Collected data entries

#####

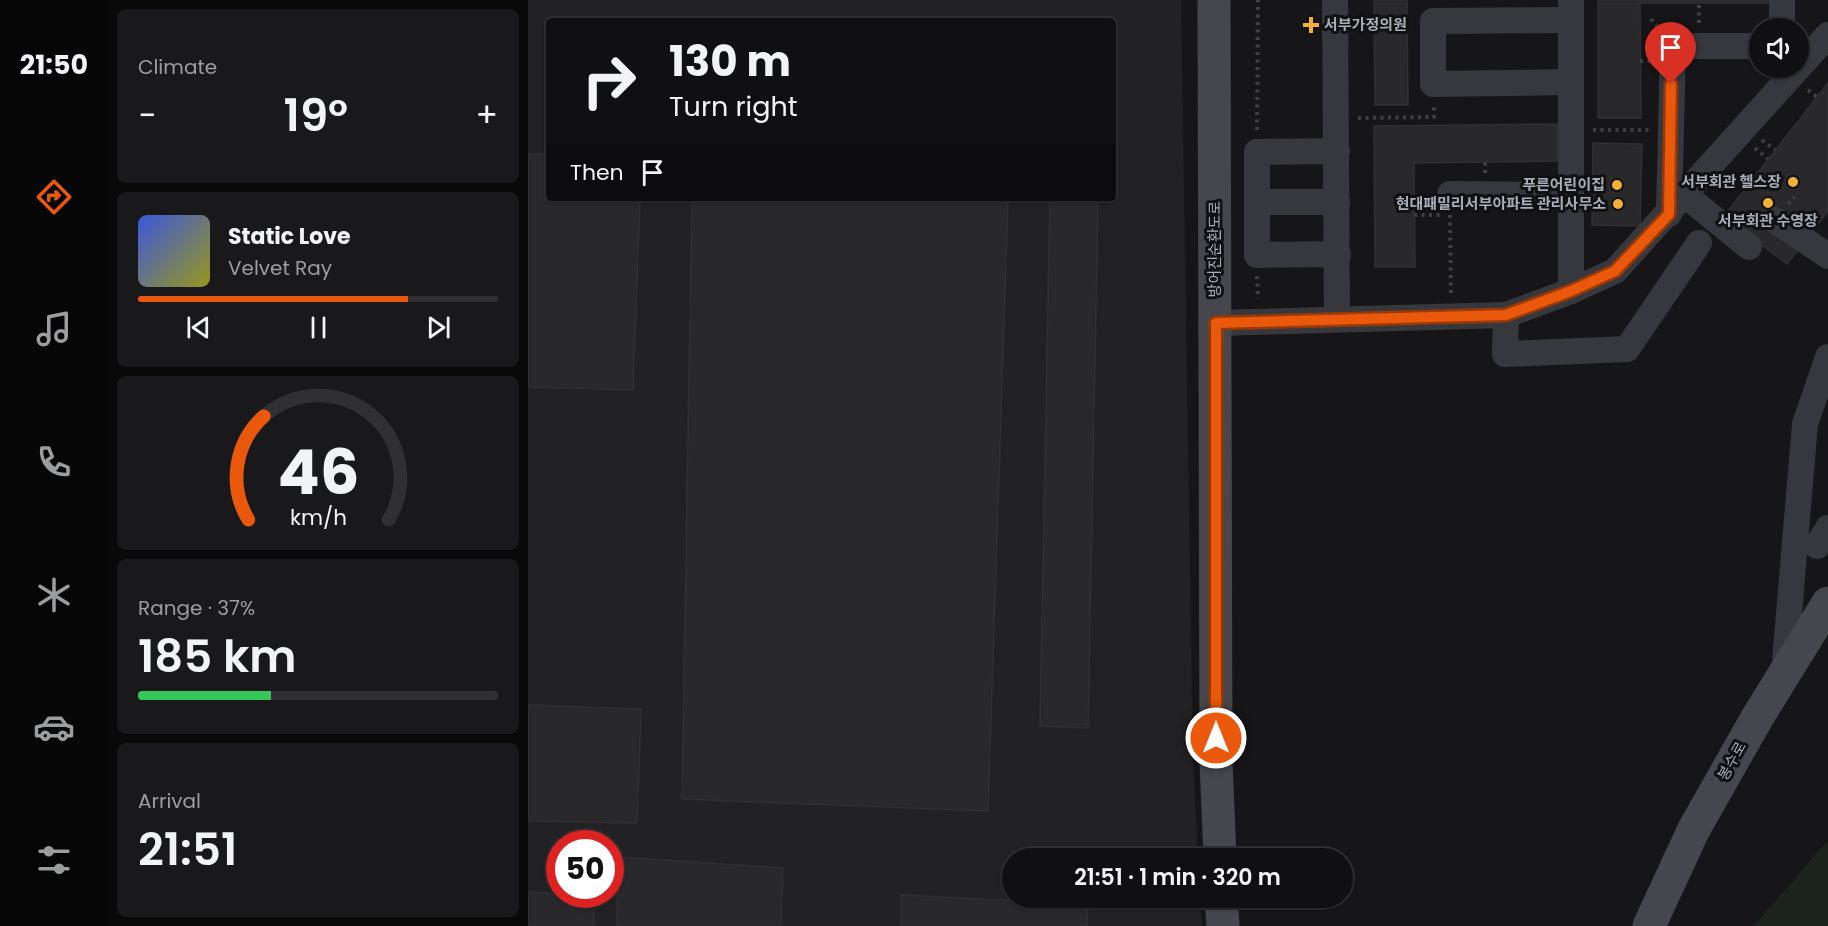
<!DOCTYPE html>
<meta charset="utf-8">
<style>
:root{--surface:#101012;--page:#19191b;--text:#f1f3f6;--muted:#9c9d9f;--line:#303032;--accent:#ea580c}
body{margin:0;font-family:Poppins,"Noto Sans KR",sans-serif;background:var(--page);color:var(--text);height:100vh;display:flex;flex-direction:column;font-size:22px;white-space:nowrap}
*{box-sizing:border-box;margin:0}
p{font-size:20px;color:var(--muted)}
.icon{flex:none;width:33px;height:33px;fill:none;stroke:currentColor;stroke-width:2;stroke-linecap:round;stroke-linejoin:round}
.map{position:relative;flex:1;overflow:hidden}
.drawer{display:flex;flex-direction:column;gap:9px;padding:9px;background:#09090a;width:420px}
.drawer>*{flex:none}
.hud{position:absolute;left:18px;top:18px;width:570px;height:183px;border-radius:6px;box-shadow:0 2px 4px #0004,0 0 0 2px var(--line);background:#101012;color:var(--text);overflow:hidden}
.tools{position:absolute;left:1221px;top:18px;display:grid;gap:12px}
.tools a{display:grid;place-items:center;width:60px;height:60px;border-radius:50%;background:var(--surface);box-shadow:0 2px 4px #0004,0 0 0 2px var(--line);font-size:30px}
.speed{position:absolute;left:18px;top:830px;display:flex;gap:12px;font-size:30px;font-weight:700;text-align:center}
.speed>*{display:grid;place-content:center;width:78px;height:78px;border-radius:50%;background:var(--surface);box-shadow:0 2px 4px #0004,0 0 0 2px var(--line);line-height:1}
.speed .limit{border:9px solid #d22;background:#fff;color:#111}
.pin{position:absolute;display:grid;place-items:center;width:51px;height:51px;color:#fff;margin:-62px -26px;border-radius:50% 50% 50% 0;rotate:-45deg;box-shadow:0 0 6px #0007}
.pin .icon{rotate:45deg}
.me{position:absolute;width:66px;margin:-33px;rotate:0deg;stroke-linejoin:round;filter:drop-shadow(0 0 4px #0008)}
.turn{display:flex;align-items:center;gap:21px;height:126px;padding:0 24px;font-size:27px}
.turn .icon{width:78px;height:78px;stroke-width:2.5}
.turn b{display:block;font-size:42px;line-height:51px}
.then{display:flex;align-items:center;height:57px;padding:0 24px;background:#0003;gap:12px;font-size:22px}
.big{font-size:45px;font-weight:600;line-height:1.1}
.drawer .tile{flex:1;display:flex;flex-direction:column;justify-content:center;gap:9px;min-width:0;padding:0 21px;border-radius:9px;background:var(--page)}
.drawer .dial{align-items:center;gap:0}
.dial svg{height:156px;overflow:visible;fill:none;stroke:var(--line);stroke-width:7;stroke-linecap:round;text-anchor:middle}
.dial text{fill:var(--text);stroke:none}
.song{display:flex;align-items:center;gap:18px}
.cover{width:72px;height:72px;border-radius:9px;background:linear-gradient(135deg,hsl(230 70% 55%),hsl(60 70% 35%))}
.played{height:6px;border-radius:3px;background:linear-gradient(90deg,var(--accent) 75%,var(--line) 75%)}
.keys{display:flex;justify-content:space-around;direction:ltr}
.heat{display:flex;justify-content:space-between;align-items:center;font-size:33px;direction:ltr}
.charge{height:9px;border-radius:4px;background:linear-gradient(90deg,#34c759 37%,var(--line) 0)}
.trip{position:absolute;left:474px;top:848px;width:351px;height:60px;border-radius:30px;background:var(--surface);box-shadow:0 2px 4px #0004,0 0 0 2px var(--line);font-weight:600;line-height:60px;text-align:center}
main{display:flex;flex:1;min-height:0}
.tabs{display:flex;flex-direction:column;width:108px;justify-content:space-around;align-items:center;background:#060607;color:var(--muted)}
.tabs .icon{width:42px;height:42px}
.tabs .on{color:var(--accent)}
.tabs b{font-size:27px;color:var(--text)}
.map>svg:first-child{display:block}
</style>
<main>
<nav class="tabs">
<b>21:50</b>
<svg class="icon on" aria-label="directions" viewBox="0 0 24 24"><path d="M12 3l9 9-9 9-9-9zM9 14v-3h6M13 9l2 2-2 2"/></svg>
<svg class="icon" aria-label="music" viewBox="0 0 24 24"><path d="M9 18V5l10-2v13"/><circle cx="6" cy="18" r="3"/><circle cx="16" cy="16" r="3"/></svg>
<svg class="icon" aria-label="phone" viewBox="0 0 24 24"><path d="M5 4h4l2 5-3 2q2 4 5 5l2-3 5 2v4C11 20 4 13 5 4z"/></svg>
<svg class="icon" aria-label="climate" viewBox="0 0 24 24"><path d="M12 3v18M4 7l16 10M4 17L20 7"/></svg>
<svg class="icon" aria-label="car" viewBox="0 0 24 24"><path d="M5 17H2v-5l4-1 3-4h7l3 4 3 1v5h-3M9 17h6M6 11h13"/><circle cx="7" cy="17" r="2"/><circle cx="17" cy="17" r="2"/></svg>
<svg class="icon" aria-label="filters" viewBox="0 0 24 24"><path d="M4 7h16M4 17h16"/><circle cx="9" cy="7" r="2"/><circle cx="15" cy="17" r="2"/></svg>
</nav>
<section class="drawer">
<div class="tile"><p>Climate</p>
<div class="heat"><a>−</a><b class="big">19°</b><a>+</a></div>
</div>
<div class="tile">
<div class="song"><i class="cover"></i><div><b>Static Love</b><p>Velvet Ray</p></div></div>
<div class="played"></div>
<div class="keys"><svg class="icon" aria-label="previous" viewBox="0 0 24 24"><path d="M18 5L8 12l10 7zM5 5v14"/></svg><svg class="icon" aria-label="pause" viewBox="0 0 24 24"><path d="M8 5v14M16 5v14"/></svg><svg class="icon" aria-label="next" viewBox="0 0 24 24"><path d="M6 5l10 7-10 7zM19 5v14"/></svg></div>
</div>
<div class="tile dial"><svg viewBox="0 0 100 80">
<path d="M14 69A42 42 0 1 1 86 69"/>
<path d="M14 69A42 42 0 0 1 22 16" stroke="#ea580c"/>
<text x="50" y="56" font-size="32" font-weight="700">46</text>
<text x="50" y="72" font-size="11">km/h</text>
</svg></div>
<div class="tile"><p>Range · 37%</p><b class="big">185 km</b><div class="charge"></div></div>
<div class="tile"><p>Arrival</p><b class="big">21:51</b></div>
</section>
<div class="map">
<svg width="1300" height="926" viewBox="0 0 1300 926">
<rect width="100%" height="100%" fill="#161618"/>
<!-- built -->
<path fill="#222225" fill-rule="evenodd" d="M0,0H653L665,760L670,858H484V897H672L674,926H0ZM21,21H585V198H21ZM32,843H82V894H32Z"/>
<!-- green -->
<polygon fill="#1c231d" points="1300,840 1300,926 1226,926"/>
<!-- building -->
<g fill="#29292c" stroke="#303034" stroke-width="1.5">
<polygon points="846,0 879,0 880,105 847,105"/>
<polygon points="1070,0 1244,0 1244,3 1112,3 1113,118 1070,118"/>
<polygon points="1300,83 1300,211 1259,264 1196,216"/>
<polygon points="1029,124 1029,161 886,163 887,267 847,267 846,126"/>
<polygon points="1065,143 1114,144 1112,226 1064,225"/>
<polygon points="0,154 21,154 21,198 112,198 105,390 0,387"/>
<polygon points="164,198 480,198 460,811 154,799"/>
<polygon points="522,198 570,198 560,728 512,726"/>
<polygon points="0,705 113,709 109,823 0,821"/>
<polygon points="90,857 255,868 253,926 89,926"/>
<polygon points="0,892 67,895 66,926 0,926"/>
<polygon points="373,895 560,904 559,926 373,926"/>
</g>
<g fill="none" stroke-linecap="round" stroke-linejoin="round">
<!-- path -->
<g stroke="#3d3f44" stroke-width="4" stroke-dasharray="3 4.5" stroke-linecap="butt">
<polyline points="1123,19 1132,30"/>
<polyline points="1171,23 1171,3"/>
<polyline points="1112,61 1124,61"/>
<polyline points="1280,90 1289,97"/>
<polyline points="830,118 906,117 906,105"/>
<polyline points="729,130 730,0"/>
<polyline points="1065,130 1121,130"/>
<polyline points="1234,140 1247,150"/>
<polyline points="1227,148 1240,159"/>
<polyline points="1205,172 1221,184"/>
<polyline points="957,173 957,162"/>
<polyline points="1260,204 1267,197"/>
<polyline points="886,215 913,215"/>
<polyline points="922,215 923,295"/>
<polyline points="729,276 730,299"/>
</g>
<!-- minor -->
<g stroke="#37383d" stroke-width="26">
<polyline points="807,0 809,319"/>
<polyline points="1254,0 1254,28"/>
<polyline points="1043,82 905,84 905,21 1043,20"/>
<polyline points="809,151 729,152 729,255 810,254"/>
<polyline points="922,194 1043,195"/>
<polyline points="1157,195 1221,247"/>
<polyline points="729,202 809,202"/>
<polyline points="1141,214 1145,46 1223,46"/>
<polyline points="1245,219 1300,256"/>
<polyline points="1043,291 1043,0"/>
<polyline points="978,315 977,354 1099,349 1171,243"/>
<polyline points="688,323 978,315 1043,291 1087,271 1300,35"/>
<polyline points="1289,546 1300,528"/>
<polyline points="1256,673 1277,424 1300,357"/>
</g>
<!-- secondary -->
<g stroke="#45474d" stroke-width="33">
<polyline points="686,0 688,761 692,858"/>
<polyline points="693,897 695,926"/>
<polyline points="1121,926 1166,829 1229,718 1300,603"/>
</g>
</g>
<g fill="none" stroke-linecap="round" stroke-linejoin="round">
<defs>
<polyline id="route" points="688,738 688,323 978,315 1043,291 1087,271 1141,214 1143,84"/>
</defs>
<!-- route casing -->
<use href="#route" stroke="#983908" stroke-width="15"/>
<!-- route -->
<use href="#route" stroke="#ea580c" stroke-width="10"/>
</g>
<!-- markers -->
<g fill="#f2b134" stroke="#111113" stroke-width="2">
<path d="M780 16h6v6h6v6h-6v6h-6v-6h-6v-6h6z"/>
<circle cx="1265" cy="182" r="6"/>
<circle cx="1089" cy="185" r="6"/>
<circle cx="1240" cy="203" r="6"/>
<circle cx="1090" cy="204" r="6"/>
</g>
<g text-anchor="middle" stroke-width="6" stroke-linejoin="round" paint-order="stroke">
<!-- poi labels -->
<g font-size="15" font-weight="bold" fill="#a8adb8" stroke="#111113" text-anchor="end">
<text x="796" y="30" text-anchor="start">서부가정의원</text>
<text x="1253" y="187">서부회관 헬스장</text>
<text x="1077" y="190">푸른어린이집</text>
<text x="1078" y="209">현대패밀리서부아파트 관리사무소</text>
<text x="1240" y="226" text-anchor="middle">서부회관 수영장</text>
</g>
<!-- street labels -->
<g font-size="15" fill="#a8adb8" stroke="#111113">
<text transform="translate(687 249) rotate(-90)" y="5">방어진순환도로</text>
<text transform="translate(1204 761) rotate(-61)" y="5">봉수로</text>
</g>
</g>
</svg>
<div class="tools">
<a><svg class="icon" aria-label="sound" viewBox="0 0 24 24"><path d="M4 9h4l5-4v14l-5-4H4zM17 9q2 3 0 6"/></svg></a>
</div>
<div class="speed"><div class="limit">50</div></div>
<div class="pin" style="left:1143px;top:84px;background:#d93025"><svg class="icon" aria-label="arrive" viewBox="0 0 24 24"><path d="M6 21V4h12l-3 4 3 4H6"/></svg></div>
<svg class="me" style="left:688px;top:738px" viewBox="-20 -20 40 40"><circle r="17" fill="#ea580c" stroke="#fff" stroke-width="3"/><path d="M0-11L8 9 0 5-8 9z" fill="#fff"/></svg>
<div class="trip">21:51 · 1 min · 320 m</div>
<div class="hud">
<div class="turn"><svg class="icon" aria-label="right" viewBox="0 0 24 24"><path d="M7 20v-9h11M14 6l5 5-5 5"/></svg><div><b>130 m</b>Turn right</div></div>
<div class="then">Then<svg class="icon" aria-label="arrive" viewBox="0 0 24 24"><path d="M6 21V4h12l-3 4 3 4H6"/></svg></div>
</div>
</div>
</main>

#####

Pick from the records each line that contains the word "limit" and show it.

.speed .limit{border:9px solid #d22;background:#fff;color:#111}
<div class="speed"><div class="limit">50</div></div>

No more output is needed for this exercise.